- Joined
- May 25, 2020
It might be fun to monkey around with crunching this data as a holiday project, but have you actually looked at this shit? One of the first claims is that you have to download the CSV to see ballots received after the 3rd. I had no issue with using the visualizer to find late ballots:
That said, this one is more interesting than a lot of the other ones. You could actually try to go somewhere with this one, though definitions do mater.
Ballot returned date is "the date the county marked the ballot as received after the voter mailed the voted ballot back to the county."
The reason that this is important is that there's a distinction between postmarked and "received." Theoretically, any ballot which was delivered but not properly added to the rolls within those three days would still be seen as "valid" if the postmark was correct (or if lacking a postmark, the ballot had come bundled in with other ballots postmarked within the proper days, for example).
This database doesn't make clear when these ballots were postmarked / received in that matter, only apparently when they were properly processed. This is an important distinction that is apparently not recorded in this dataset, but would be the primary place to make your case for fraud on.
The secretary of state representative would be lying if she meant that only 9,428 ballots were processed by this spreadsheet's definition (even if you restrict the analysis to the 4/5/6th), but may not be lying if she meant postmarked. There is also some question as to whether rejected ballots are reflected within this dataset or not (were they excluded, or counted as received?)
There are a number of anomalies you can dig into with this. There are values which have no application information and yet got / returned ballots. There are applications that are sent out somehow in the early 20th century, perhaps the witness protection items.
The analyzer tool they're using is pretty clearly just comparing the values of each and every dataset.
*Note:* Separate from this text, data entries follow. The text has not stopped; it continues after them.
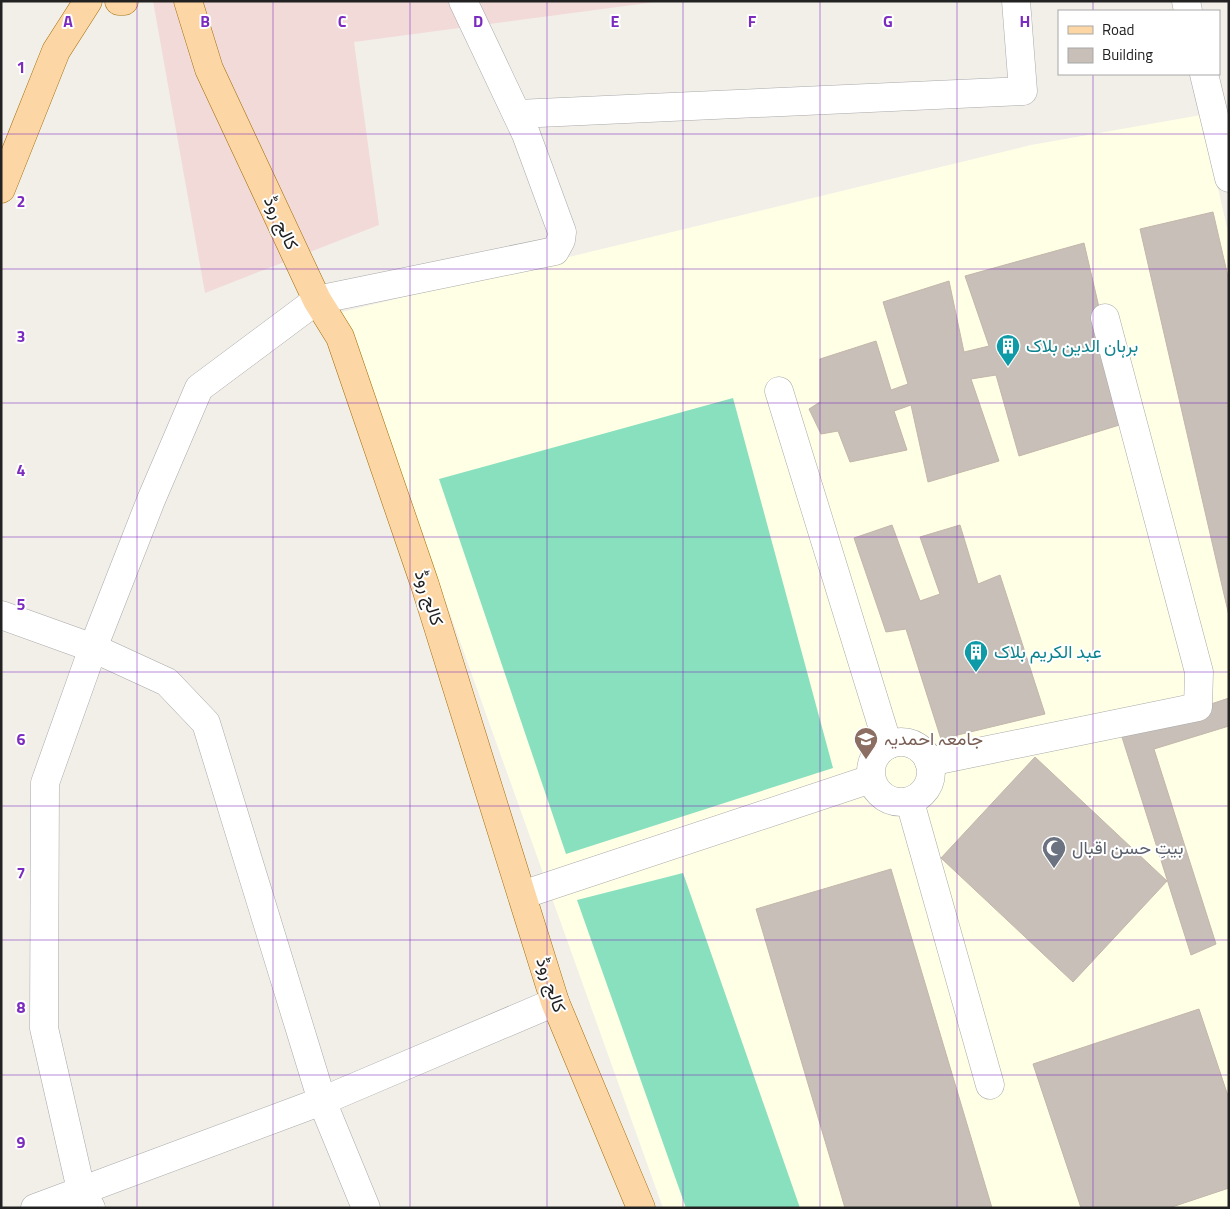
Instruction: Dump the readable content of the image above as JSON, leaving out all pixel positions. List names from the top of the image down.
{
  "streets": {
    "main road": ["کالج روڈ"]
  },
  "places": {
    "building": ["برہان الدین بلاک", "عبد الکریم بلاک"],
    "school or university": ["جامعہ احمدیہ"],
    "mosque": ["بیتِ حسن اقبال"]
  },
  "legend": ["Road", "Building"],
  "grid": {
    "columns": [
      "A",
      "B",
      "C",
      "D",
      "E",
      "F",
      "G",
      "H"
    ],
    "rows": [
      "1",
      "2",
      "3",
      "4",
      "5",
      "6",
      "7",
      "8",
      "9"
    ]
  }
}
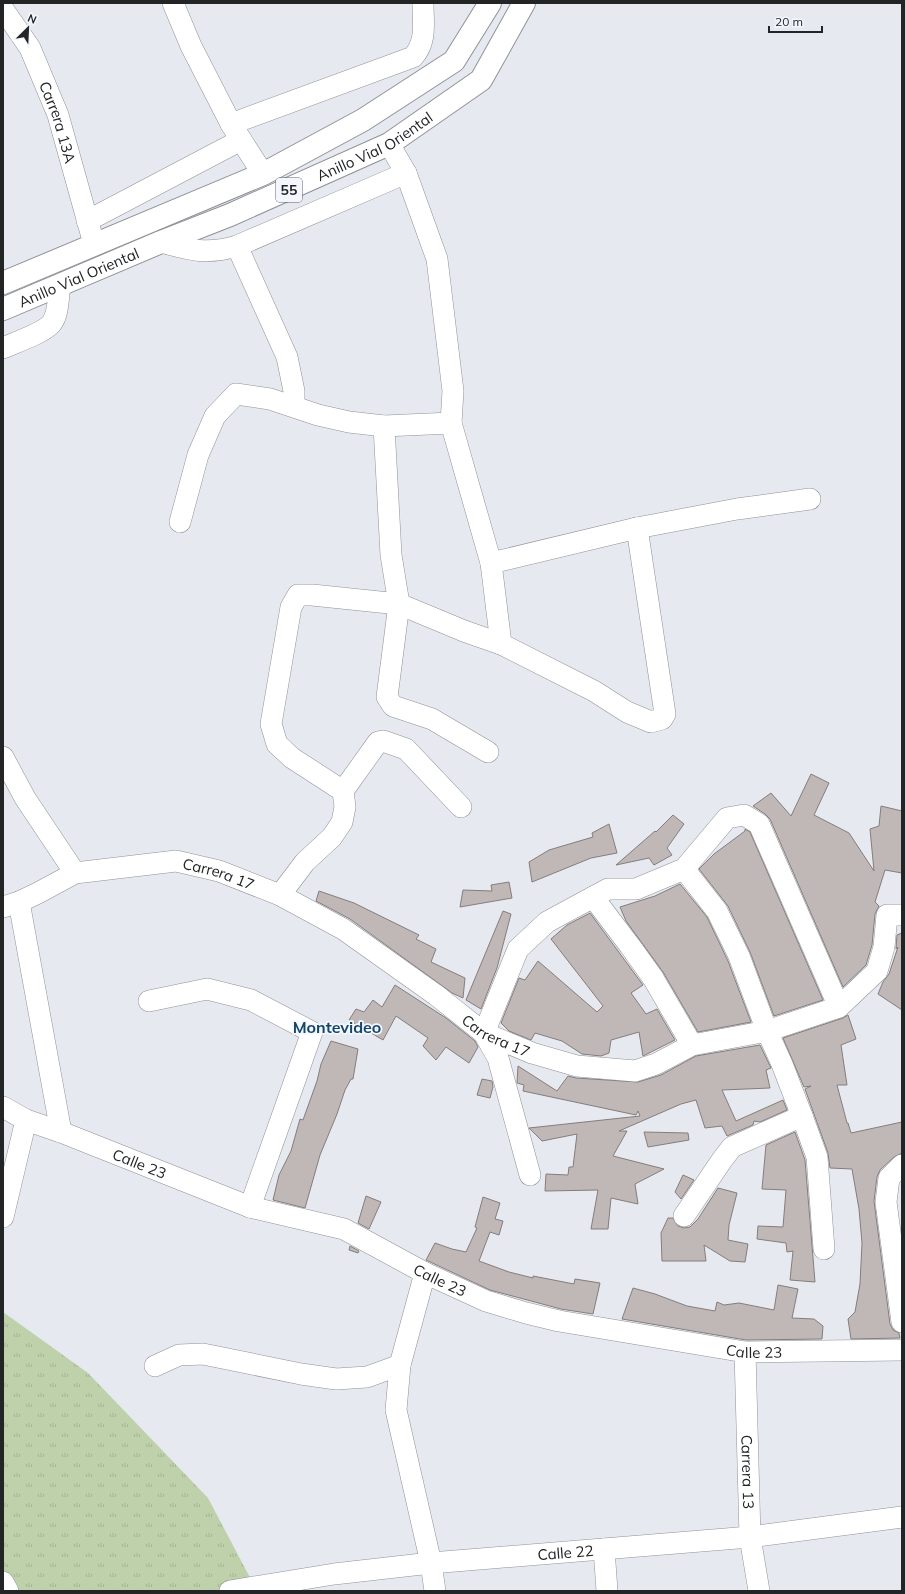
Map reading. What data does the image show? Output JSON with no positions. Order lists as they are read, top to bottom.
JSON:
{
  "streets": {
    "highway": ["Anillo Vial Oriental", "55"],
    "street": [
      "Carrera 13A",
      "Carrera 17",
      "Calle 23",
      "Carrera 13",
      "Calle 22"
    ]
  },
  "crossings": [
    ["Carrera 13A", "Anillo Vial Oriental"],
    ["Calle 23", "Carrera 13"],
    ["Carrera 13", "Calle 22"]
  ],
  "districts": ["Montevideo"],
  "scale_bar": "20 m",
  "north": "top right"
}
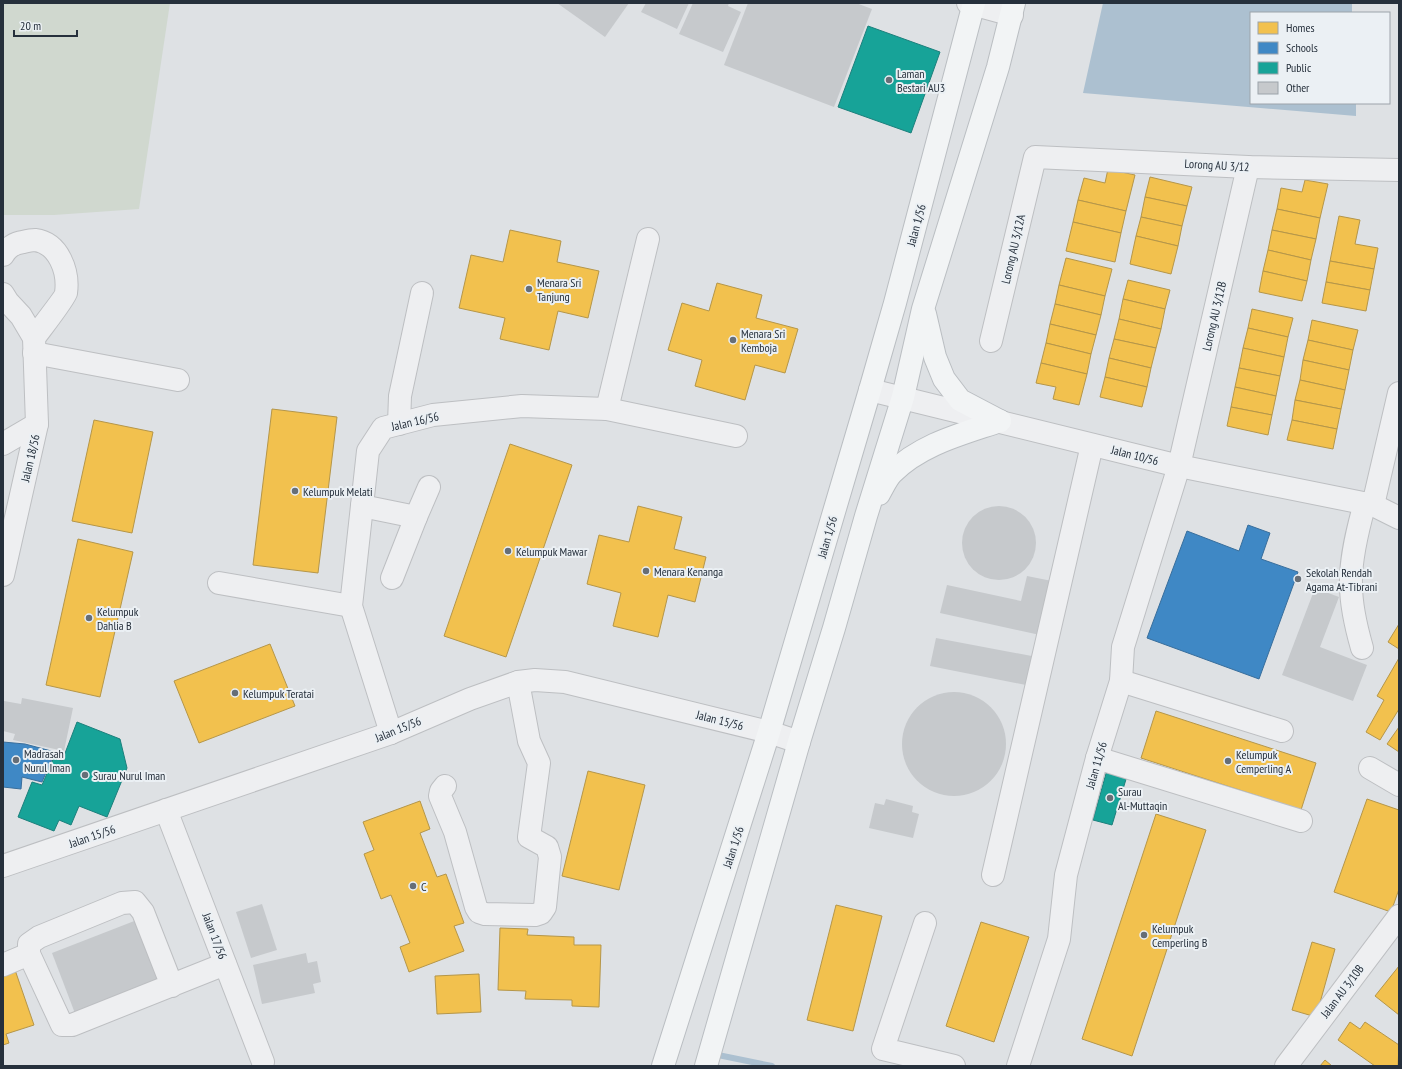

The methodology isn't perfect: if you run the 'unique' test on a single dataset, you find a little under 4,000 values are repeated / identical.
This also means that filling in any value that was null would count as a change, meaning that those ~112k changes it alleges are more than likely people filling in the "returned" date after the 3rd.
You could write a script that checks whether the differences between identical pairs are changes where the value is not originally null, but the tool that the hereistheevidence people are using is not really capable of doing that with the options checked.
Further, even if one assumes that the 69k item changes that were filling in return dates, it leaves in the neighborhood of 43k changes not explained by this. Of course, if there was something so minor as a typo in county name that was changed between versions, this would necessarily flag a large number of differences between the versions.
It's hard to make any real assertions without looking at the original dataset, but if you were going to try to argue that explanation is needed for these numbers, this is more broadly the way to do it. I still don't imagine this leads to any fire, but it would be interesting to see the causes for some of these cells.